Párrafo aparte para el preciso trabajo de DF a cargo del portugués Rui Pocas cuya artística y encuadre, en conjunción a la magistral musicalización de Guido Berenblum enaltecen el drama y las tensiones mediante un cameo excepcional de elipsis, planos detalles y locaciones que recorren interiores y exteriores de Formosa y Corrientes para situar los tres períodos de degradación de Don Zama: 1790, los trámites infructuosos ante la gobernación para lograr el ansiado traslado y el deseo sexual, que desmorona la imagen idealizada que Don Diego ha construido de sí mismo; 1794 el tópico del hambre y la subsistencia económica y 1799 la necesidad de inventarse una gesta heroica para ganar los favores del Rey; todos anclados a Buenos Aires, Europa, Rusia, el Plata. Este híbrido de períodos y elementos sumerge al espectador en la dualidad temporal y la angustia del sujeto inmóvil y expectante: la espera, la soledad y el espacio intersticial que ocupa en todo momento la figura de Zama. Así Martel construye desde un ritmo lento el paso del tiempo; invirtiendo la primacía de la esencia sobre la existencia, sobre todo en 1799 hacia el final de la trama; se enfatiza la idea del fracaso. La espera tiene su correlato histórico en la espera de los americanos a fines del Siglo XVIII donde las reformas administrativas de los Borbones determinan la política, nacen las intendencias y sustituye la figura del corregidor por la del gobernador intendente y posterga a los criollos (entre ellos Zama) en los puestos jerárquicos ocupados por españoles, situación que dio nacimiento al movimiento independentista.

Zama había sido y no podía modificar lo que fue.
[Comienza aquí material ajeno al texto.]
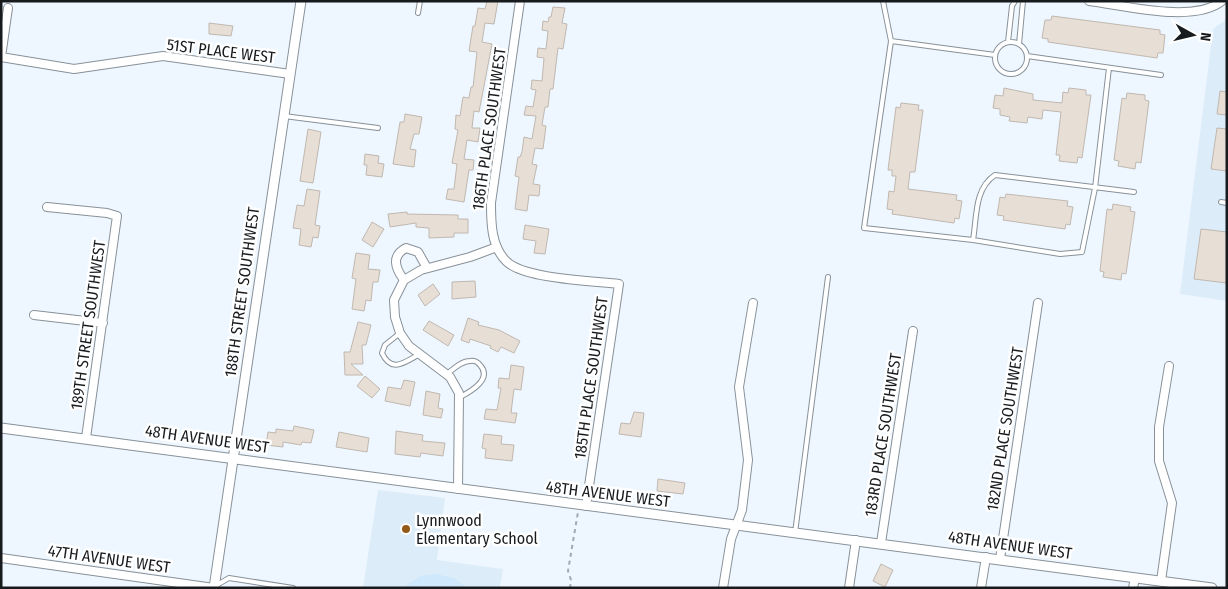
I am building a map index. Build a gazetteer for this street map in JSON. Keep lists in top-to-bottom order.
{
  "streets": {
    "street": [
      "51ST PLACE WEST",
      "186TH PLACE SOUTHWEST",
      "188TH STREET SOUTHWEST",
      "189TH STREET SOUTHWEST",
      "185TH PLACE SOUTHWEST",
      "182ND PLACE SOUTHWEST",
      "183RD PLACE SOUTHWEST",
      "48TH AVENUE WEST",
      "47TH AVENUE WEST"
    ]
  },
  "crossings": [
    ["51ST PLACE WEST", "188TH STREET SOUTHWEST"],
    ["186TH PLACE SOUTHWEST", "185TH PLACE SOUTHWEST"],
    ["188TH STREET SOUTHWEST", "48TH AVENUE WEST"],
    ["188TH STREET SOUTHWEST", "47TH AVENUE WEST"],
    ["189TH STREET SOUTHWEST", "48TH AVENUE WEST"],
    ["185TH PLACE SOUTHWEST", "48TH AVENUE WEST"],
    ["182ND PLACE SOUTHWEST", "48TH AVENUE WEST"],
    ["183RD PLACE SOUTHWEST", "48TH AVENUE WEST"]
  ],
  "places": ["Lynnwood Elementary School"],
  "north": "right"
}
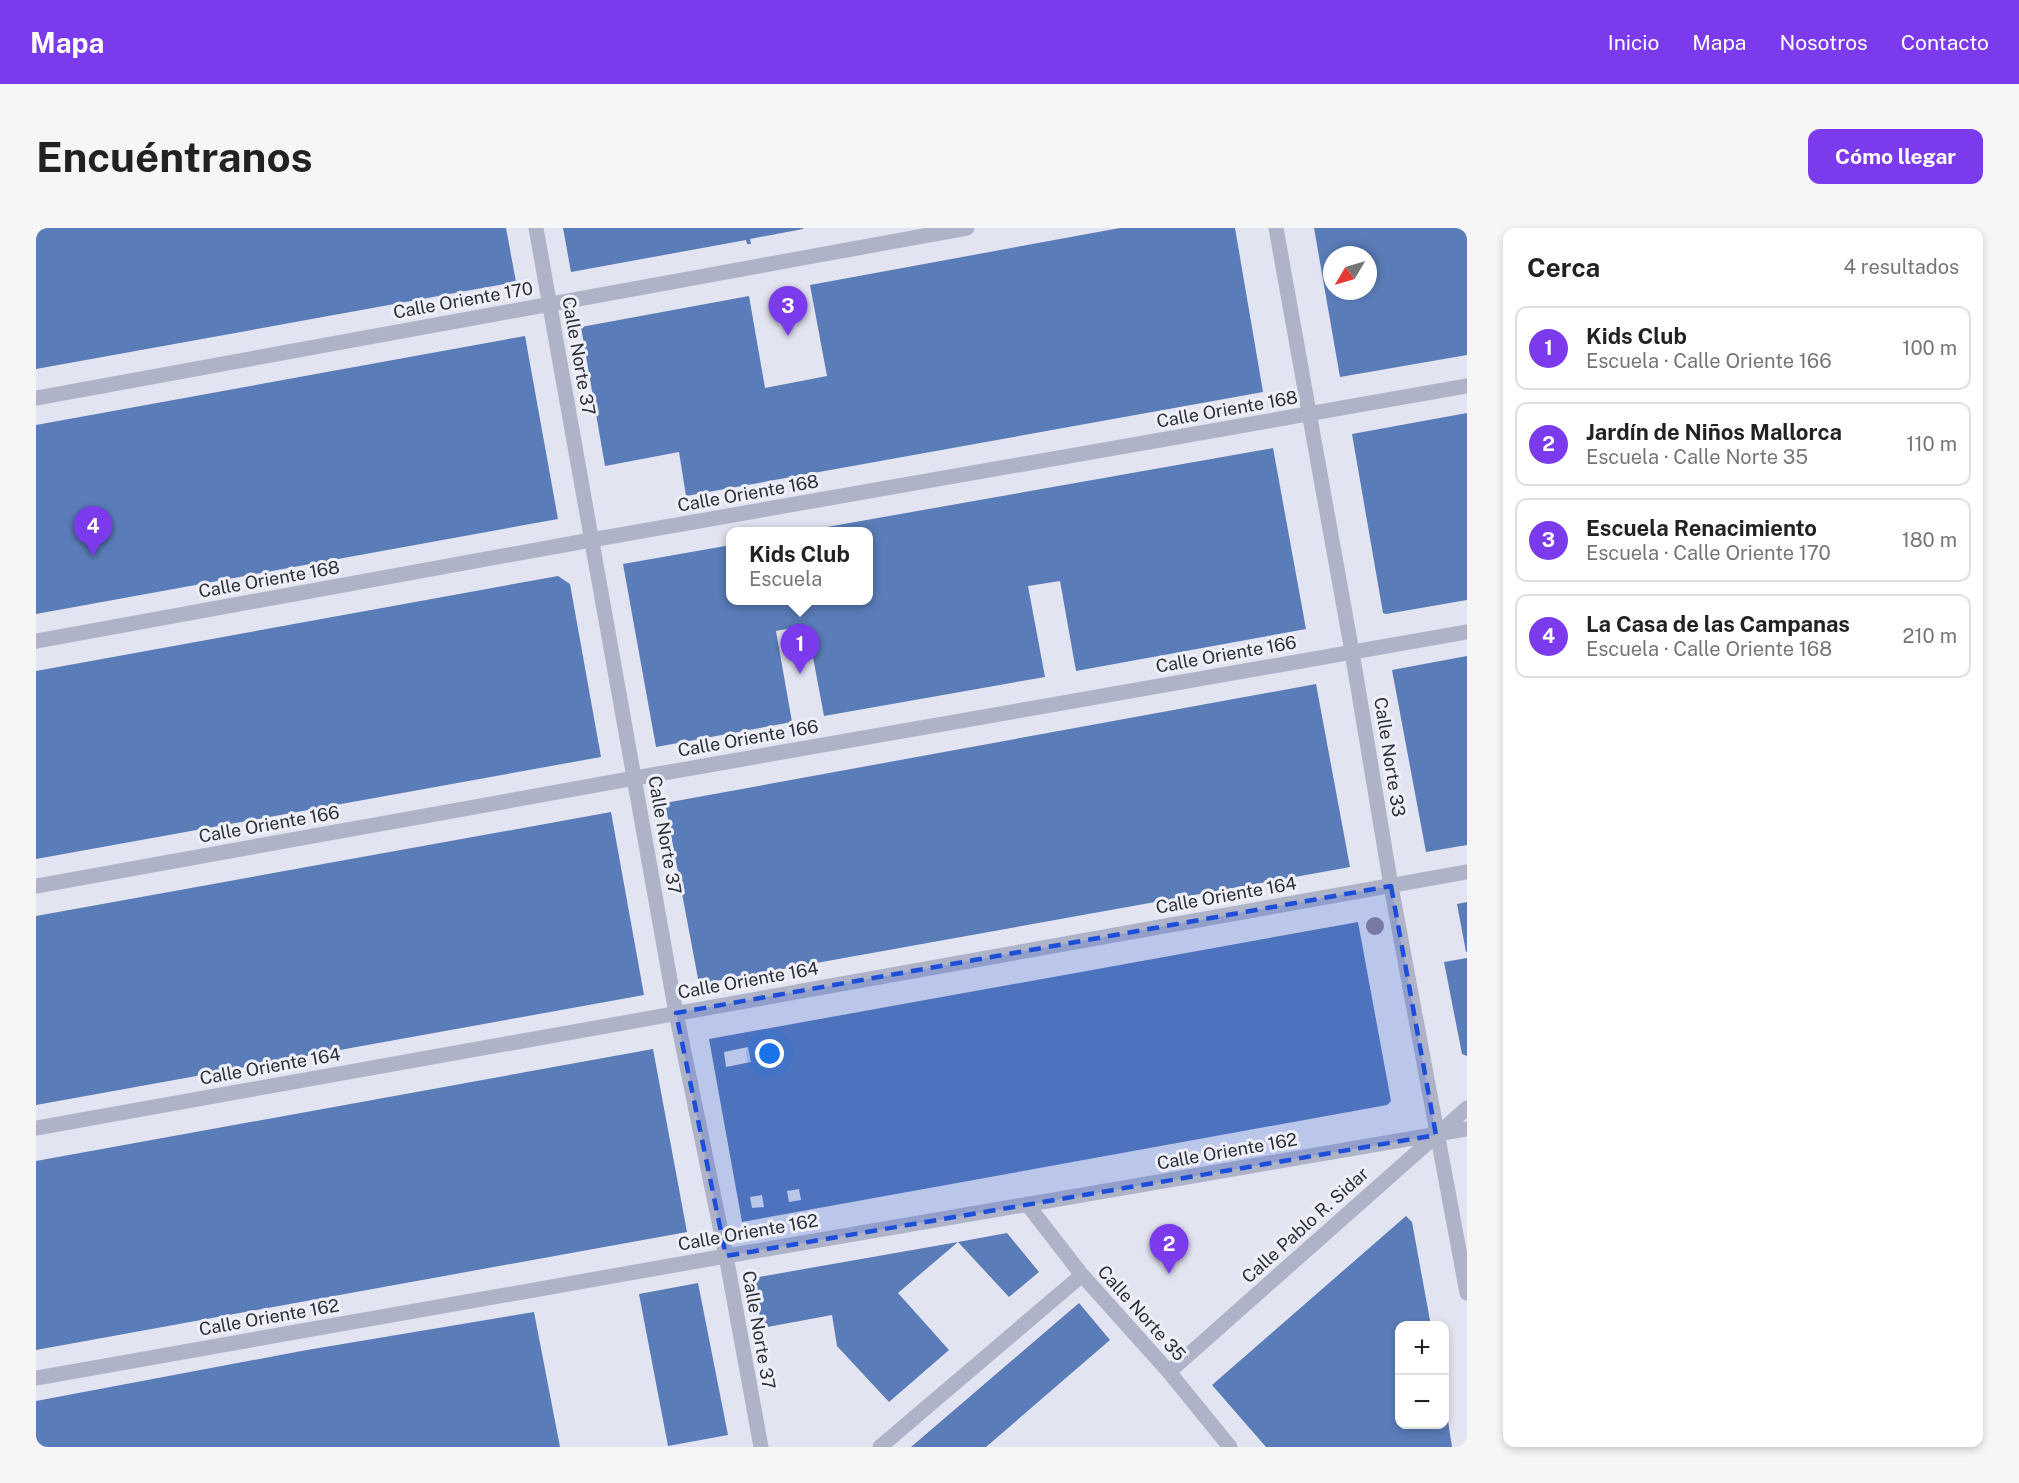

Desestabiliza el orden constituido; transmite la angustia de lo irremediable en la piel de Zama como símbolo del hombre americano; la espera como plano simbólico y ejercicio de poder entre dominantes/dominados -cual estadíos de Paulo Freire– donde Zama ocupa ambos roles; es asesor letrado que humilla a los comerciantes e indígenas, dejándolos morir en una zanja, y como el doctor, el pacificador de indios que hizo justicia sin emplear la espada, el ejecutivo. Atributos que no lo alejan del deshonor porque, en definitiva, él también espera que su vida se encauce; que la promesa del gobernador de que “Su majestad celebraría este retorno a las armas y lo compensaría” se cumpla; que sus mujeres lo correspondan; que su carrera lo dignifique. Sin embargo, la frustración de este asesor insaciable dueño de una pluma filosa e impulso libidinal que no apunta a ninguna cosa material sino al trayecto, lo estancan como pez en el río; sólo se dignifica su figura cuando abandona su norte y su anhelo al punto cardinal de la muerte y opresión de Vicuña Porto. Aparece el deshonor, el quebranto económico que él mismo inició cuando profesaba “haz hijos, no libros”; cual efecto boomerang en esta tierra circular cuya retórica lleva al hombre a replegarse sobre sí, desactivando sus impulsos de rebeldía.

No es casual que el fin de la novela sea en el mismo sitio donde comienza y la delgada línea entre la vida y la muerte que conduce al drama existencial que representa el descubrirse completamente solo frente a un mundo regido por un dios incognoscible que juzgará sus actos post-mortem. Esto disemina el devenir de una respuesta totalizadora y la entropía del sujeto, cuya visión teratológica y la progresiva degradación y la espera interminables reducen al sujeto a las formas mínimas de una existencia caótica y escindida de la sociedad. ¿Es entonces Zama un pacificador de indios que cometió pecado?